An all-new episode of Professor Darryl Dee’s Great Battles in History podcast has been released. In the inaugural episode, Professor Dee examined the Battle of Thermopylae, its origins and its legacy, now he sets his sights on The Battle of Cannae:

On August 2, 216 BCE, at Cannae in southern Italy, the Carthaginian warlord Hannibal Barca and his army of veteran African, Spanish, and Gallic mercenaries destroyed the largest force ever fielded by the Roman Republic. Since then, Cannae has been studied by scholars and soldiers as a tactical masterpiece—a perfect battle. It remains a byword for slaughter, for the total annihilation of an army. For Hannibal, Cannae confirmed that he was one of the greatest captains in military history. It also brought him to the brink of final triumph over Rome. For the Roman Republic, Cannae was its darkest hour.

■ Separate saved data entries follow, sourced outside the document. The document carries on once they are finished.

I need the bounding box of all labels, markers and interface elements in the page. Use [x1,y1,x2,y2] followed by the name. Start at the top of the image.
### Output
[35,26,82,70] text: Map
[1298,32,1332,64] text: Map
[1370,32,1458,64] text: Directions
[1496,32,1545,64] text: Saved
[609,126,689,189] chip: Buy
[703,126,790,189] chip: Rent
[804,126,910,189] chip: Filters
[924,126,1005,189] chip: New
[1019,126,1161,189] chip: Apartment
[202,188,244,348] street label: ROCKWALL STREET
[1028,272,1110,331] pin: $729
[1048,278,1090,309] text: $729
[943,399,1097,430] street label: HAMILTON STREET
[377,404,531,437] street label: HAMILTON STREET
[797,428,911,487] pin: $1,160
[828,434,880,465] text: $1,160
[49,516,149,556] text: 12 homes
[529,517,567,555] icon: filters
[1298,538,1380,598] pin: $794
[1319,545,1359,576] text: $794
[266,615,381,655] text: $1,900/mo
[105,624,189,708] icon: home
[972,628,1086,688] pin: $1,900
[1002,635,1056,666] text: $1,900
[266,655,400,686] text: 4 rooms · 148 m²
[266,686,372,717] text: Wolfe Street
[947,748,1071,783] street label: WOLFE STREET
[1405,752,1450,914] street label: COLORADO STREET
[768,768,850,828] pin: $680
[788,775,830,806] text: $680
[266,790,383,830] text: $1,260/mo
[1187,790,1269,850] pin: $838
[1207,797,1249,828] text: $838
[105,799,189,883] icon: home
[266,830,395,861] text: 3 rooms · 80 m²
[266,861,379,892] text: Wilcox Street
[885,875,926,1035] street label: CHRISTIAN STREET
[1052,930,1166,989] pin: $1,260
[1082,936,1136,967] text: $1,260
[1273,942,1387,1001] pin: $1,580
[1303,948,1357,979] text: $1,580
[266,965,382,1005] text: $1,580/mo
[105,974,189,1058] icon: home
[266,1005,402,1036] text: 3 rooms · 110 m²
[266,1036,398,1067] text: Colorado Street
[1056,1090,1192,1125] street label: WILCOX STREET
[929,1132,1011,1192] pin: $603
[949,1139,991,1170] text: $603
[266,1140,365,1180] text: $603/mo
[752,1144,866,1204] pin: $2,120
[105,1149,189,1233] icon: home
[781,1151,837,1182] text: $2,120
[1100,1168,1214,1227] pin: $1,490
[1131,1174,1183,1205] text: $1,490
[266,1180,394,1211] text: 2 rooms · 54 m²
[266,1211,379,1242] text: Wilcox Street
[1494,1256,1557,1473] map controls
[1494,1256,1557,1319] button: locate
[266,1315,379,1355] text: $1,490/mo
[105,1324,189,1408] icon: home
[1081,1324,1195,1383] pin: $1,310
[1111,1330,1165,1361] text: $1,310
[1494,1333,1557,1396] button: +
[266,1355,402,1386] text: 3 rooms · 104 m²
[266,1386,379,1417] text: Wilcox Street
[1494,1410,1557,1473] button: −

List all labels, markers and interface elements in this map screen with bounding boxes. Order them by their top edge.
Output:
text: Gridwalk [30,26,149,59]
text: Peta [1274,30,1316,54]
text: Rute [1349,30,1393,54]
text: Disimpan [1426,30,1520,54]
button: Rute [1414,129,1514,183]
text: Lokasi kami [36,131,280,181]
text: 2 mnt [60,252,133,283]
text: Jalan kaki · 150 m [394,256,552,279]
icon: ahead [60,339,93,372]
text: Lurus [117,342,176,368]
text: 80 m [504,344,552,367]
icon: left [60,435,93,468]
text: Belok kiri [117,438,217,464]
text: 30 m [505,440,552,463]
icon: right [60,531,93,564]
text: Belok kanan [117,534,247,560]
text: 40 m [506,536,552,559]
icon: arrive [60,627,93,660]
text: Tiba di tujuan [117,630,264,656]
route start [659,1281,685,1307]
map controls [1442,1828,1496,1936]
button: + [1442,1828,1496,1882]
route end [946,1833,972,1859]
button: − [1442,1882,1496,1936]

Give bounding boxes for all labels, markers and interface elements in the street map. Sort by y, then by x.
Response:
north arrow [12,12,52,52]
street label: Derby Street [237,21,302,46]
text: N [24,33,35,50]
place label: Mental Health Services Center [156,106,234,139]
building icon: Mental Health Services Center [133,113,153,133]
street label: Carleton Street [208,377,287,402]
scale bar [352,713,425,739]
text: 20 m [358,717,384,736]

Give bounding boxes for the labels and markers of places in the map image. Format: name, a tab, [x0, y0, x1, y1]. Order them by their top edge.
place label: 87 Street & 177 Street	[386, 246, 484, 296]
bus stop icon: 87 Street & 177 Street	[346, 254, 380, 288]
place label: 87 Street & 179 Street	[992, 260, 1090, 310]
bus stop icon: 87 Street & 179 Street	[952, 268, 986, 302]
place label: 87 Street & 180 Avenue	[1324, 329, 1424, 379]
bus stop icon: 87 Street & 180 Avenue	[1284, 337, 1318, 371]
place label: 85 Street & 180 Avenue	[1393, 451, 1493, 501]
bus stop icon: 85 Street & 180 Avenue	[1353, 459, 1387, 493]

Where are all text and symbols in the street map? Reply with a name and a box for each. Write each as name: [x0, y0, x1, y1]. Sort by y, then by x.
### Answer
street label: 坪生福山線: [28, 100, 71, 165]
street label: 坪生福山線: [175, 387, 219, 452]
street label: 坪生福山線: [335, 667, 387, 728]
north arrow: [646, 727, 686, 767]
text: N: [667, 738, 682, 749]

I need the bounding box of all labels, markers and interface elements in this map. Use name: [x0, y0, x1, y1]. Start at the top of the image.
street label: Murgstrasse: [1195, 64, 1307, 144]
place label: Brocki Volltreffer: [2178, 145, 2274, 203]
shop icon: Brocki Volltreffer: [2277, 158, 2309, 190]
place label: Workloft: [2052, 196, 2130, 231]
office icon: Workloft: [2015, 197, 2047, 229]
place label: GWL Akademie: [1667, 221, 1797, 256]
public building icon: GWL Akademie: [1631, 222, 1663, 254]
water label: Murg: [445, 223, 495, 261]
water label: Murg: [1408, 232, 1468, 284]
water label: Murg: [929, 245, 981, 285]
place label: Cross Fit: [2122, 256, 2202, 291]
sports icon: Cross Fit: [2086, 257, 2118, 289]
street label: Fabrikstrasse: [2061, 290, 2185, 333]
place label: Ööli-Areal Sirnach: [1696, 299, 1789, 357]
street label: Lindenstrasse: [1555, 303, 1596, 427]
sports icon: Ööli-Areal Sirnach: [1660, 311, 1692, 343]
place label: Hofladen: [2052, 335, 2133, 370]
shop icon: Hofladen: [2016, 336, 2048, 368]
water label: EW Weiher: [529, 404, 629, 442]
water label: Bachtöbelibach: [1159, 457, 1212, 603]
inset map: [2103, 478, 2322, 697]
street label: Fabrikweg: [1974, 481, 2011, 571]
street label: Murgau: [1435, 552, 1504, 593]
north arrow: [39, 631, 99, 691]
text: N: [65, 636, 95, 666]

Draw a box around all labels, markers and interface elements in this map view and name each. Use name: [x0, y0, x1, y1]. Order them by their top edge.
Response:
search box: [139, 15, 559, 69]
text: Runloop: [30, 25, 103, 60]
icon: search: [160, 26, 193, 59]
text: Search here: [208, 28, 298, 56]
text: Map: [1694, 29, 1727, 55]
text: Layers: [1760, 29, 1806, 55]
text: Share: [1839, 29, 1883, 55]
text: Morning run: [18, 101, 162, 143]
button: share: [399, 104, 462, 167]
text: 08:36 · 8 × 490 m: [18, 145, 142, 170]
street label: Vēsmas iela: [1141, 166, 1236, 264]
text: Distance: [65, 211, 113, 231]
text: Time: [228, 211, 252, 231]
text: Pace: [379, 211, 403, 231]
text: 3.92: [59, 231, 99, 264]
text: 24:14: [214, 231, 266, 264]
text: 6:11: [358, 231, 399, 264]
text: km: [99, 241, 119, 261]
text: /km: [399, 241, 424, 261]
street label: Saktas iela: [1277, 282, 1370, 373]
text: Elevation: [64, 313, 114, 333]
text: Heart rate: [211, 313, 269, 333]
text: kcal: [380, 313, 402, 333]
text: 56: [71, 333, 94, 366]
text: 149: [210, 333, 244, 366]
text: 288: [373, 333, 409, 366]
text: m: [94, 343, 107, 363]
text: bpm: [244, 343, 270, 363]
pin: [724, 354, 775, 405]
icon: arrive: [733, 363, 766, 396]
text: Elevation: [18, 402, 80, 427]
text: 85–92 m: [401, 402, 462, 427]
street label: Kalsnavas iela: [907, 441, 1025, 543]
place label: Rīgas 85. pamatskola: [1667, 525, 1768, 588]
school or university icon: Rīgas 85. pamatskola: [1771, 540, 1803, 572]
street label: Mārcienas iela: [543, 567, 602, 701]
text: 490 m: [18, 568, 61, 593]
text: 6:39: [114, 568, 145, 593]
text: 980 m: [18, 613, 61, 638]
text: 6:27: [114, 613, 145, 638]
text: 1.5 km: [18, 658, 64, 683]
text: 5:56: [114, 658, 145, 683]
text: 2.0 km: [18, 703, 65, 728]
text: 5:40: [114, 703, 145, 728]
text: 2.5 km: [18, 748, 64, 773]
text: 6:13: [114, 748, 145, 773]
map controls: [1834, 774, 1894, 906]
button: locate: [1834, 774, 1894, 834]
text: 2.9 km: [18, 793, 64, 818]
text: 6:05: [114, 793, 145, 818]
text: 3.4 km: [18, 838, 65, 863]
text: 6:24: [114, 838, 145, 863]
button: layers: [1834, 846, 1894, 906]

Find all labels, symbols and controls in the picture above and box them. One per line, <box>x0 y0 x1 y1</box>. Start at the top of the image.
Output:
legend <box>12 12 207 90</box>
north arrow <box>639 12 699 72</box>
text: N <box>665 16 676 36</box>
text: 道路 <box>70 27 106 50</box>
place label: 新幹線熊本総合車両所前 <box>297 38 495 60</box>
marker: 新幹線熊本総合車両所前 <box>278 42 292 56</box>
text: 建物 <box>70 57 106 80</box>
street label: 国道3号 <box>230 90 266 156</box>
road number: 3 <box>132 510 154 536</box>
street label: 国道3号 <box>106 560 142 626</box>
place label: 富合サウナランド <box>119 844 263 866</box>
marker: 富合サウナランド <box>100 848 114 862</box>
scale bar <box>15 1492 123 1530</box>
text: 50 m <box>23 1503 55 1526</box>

Darryl Dee is an Associate Professor at Wilfrid Laurier University in Waterloo, ON. He is interested in 17th- and 18th-century French history, particularly the reign of Louis XIV, the famous Sun King. He is currently working on two research projects. The first examines the uses and abuses of money during the period 1680 to 1726. The second project is a multifaceted analysis of 1709, a year of military, political, economic and ecological crises in France. He has appeared as a guest on the LCMSDS’s On War & Society podcast, where he discussed his research and the myth of decisive battles.